**** Provided material ****

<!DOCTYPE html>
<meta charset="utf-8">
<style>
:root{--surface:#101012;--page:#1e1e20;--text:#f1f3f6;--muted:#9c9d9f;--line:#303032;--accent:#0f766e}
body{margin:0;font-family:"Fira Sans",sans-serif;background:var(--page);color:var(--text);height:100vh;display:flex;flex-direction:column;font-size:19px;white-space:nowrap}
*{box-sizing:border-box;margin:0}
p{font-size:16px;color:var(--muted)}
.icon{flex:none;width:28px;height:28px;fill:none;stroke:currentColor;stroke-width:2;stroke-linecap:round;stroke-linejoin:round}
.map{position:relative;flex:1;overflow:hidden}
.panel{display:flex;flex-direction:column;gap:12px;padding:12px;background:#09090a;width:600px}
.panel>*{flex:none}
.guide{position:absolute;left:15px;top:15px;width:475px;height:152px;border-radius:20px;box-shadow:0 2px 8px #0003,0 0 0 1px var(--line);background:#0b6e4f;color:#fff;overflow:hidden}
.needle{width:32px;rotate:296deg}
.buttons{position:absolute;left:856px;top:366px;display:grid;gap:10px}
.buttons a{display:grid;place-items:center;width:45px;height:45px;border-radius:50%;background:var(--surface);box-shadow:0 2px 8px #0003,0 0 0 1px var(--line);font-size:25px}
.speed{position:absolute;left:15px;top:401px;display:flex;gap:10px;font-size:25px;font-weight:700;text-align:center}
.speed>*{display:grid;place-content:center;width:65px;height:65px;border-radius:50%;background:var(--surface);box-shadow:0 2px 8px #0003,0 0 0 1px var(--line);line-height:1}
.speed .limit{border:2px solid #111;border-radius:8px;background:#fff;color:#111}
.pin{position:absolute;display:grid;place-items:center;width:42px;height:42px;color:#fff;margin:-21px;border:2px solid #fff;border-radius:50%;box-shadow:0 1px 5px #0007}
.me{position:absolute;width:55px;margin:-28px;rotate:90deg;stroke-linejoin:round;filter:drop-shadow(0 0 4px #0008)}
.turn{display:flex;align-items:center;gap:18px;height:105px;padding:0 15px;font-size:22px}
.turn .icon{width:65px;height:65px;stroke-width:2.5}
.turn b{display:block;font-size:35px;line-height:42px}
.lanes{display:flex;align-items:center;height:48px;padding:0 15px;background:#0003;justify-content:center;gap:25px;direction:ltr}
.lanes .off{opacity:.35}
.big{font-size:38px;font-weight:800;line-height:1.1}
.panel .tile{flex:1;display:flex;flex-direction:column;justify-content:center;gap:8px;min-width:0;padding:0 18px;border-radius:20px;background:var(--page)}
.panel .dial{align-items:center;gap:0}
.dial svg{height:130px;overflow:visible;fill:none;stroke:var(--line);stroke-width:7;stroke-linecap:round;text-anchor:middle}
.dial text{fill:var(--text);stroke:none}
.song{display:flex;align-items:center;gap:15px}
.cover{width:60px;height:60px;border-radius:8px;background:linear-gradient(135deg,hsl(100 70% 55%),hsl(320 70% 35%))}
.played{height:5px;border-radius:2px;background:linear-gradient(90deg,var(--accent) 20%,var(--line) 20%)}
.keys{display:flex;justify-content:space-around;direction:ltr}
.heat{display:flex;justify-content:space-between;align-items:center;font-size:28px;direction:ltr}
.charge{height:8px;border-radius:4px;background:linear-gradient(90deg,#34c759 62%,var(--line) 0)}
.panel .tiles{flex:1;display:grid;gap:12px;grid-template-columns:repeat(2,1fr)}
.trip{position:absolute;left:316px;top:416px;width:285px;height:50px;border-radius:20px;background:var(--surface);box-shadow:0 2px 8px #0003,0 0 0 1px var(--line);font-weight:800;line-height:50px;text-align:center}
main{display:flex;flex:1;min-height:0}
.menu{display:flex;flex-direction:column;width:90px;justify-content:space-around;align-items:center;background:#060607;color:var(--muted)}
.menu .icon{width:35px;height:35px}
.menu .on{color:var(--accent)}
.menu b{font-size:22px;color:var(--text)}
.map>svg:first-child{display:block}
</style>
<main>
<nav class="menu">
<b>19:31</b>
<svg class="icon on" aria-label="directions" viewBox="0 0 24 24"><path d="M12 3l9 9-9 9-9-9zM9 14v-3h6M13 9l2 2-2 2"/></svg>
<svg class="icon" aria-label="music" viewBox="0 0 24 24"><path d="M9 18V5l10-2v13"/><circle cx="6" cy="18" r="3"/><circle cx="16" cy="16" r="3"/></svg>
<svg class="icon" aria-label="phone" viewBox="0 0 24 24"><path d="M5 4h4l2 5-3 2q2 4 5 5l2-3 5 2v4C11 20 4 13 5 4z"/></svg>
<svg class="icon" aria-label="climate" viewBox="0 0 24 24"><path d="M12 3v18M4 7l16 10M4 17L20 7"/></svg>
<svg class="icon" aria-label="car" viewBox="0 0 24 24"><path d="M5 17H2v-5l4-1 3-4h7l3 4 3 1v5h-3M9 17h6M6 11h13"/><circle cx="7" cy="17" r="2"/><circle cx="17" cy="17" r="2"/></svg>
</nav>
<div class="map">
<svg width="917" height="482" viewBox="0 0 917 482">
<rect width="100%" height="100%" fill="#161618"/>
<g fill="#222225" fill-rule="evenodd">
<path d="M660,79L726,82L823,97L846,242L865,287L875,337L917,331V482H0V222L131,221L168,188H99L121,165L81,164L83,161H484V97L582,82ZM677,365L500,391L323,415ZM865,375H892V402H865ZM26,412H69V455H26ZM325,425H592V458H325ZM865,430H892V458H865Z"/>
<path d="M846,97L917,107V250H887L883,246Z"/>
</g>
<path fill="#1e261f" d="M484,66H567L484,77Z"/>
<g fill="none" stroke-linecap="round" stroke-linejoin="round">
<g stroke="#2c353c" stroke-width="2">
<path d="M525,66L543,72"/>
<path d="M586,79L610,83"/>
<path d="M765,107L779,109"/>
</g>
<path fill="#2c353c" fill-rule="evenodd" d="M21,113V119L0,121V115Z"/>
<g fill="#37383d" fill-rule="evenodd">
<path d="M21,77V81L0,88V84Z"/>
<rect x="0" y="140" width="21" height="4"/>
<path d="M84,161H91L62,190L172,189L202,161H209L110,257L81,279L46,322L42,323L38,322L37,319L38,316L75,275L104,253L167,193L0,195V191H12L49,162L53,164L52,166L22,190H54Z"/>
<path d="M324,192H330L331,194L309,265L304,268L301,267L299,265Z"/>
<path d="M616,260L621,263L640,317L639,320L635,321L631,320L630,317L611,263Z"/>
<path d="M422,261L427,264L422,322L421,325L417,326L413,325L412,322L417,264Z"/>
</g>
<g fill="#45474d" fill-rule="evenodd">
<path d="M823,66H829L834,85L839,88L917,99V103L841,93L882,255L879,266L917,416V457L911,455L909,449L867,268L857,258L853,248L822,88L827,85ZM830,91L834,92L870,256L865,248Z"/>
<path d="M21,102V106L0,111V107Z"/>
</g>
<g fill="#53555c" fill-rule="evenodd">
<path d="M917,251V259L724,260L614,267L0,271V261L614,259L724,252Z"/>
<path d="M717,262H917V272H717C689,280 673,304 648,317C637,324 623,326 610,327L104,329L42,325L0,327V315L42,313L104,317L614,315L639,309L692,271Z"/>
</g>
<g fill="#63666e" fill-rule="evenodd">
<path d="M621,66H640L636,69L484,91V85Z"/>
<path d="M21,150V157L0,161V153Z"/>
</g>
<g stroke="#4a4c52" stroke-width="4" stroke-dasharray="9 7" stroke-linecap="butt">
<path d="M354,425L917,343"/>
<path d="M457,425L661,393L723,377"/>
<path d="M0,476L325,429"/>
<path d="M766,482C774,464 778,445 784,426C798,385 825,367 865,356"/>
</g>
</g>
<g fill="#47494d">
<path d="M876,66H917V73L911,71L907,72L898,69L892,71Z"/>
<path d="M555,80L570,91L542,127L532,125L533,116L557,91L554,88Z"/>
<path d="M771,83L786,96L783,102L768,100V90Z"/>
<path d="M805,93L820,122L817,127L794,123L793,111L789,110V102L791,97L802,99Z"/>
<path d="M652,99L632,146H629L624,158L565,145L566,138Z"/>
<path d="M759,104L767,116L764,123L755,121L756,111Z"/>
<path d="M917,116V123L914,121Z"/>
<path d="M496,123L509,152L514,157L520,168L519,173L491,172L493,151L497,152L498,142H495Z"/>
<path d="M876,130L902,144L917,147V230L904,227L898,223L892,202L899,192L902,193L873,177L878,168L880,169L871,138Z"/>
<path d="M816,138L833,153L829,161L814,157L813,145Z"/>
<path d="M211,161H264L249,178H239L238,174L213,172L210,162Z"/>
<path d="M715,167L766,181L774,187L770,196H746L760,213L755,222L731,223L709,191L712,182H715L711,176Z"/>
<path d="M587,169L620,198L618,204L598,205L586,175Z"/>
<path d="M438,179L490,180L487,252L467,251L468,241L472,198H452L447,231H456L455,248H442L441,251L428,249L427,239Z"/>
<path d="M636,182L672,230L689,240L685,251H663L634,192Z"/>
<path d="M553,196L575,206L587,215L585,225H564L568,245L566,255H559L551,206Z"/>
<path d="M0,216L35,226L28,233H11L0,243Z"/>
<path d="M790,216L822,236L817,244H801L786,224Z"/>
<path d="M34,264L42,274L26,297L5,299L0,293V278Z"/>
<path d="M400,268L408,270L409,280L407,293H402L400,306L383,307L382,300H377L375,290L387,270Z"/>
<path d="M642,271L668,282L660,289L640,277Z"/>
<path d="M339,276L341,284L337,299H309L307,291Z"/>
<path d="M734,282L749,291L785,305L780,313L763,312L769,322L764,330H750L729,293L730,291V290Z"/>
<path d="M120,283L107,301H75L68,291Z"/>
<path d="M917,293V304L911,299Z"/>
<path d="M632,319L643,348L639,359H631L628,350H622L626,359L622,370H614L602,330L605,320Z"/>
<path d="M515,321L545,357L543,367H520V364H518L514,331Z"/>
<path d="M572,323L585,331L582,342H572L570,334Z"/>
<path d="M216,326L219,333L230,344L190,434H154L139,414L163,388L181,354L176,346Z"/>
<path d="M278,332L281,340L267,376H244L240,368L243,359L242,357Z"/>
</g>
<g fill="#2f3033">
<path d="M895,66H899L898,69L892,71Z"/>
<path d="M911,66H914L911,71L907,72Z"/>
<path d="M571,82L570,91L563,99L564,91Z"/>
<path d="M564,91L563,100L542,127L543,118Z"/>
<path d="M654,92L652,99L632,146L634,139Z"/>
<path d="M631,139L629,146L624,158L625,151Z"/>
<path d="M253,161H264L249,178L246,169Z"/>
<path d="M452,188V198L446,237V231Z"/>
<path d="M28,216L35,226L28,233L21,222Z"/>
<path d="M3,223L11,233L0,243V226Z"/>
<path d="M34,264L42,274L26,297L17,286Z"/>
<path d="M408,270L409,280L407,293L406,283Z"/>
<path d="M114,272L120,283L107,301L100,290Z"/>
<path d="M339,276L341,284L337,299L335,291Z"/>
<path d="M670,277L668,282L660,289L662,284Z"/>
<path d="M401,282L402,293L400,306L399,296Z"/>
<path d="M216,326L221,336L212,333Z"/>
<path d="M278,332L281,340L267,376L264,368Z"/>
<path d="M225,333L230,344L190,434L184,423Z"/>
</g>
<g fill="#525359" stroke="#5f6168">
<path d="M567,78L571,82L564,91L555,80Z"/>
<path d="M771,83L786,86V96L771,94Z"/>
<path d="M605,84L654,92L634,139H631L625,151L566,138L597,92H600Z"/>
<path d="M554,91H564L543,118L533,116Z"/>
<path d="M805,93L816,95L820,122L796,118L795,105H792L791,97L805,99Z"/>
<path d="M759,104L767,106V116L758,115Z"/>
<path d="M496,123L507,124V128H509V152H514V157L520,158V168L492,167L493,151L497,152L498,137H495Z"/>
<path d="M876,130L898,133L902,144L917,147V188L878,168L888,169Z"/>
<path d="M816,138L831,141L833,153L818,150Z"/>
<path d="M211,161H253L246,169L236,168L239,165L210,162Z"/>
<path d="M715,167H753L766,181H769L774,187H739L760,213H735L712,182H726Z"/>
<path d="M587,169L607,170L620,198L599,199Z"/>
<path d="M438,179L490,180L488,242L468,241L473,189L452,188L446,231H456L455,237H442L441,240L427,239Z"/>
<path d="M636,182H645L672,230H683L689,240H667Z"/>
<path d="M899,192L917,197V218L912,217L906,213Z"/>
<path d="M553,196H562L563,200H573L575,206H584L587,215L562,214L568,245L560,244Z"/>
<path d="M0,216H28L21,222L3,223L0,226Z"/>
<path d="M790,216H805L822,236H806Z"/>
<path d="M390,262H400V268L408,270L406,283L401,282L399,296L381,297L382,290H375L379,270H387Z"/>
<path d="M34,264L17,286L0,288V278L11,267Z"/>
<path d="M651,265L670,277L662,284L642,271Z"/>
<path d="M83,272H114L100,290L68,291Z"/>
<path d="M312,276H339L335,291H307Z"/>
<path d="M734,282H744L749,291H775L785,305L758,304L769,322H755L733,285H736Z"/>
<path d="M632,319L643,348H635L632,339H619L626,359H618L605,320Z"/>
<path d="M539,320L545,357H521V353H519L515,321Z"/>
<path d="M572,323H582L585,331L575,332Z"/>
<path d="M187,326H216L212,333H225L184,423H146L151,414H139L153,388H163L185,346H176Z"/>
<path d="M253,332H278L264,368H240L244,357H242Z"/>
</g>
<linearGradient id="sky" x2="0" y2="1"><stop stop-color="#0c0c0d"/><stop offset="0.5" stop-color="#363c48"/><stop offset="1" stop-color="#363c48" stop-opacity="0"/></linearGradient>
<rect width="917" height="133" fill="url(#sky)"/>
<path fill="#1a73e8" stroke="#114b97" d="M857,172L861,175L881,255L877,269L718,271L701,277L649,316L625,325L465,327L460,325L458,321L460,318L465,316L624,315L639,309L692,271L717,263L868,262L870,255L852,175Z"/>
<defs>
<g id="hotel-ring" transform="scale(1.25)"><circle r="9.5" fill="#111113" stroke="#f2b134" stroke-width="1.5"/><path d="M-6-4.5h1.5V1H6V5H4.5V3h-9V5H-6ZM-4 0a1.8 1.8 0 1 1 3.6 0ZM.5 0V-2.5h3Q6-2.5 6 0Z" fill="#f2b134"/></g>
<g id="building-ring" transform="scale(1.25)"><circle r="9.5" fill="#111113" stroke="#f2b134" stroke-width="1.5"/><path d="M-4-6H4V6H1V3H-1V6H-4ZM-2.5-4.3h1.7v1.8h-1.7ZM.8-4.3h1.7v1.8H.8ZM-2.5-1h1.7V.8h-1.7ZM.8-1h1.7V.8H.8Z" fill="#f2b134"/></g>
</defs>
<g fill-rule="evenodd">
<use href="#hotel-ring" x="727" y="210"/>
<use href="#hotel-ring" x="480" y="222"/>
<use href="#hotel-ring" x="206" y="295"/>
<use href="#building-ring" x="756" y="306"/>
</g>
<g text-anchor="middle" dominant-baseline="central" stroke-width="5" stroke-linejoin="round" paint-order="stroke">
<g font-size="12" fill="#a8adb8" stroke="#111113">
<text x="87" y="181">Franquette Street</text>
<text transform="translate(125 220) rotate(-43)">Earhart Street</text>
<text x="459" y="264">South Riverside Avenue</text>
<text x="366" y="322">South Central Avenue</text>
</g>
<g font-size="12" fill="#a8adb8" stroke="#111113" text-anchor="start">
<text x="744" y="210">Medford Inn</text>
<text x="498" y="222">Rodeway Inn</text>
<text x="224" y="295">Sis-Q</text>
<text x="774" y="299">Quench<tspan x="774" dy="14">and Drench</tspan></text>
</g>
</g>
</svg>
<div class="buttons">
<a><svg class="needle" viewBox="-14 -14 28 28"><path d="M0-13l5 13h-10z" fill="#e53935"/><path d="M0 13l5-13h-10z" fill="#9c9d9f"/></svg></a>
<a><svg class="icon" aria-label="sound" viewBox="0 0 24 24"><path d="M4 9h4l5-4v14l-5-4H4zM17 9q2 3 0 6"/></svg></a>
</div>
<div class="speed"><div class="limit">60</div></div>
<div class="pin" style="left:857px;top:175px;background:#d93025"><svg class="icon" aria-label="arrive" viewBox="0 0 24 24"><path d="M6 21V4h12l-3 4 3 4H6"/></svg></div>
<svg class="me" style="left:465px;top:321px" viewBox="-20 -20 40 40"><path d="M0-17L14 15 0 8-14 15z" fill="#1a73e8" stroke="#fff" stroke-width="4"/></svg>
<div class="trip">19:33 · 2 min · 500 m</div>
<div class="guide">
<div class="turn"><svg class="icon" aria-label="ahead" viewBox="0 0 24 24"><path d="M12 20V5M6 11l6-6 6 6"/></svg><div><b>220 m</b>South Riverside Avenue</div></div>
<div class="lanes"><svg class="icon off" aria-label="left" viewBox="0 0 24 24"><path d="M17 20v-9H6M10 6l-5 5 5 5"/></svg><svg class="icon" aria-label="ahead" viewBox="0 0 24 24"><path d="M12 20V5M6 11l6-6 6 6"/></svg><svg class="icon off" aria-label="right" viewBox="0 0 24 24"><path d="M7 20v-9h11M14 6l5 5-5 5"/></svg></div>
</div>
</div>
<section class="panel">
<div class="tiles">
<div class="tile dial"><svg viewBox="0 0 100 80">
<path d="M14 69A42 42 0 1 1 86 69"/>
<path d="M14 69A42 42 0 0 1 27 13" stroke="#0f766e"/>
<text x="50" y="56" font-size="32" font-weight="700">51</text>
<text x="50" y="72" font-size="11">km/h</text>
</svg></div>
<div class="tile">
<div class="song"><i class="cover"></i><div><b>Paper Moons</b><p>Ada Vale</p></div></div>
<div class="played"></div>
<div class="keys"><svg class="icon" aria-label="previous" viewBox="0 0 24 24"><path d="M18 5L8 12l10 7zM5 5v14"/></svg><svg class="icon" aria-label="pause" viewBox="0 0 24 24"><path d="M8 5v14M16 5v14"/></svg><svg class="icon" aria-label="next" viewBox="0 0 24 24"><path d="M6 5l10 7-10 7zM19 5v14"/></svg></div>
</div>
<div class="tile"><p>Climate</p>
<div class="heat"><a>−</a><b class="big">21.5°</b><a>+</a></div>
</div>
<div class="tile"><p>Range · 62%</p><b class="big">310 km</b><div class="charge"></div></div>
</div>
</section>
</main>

****

A single number is required: the count of lines in the listing that contain the string "around".

## Solution:
2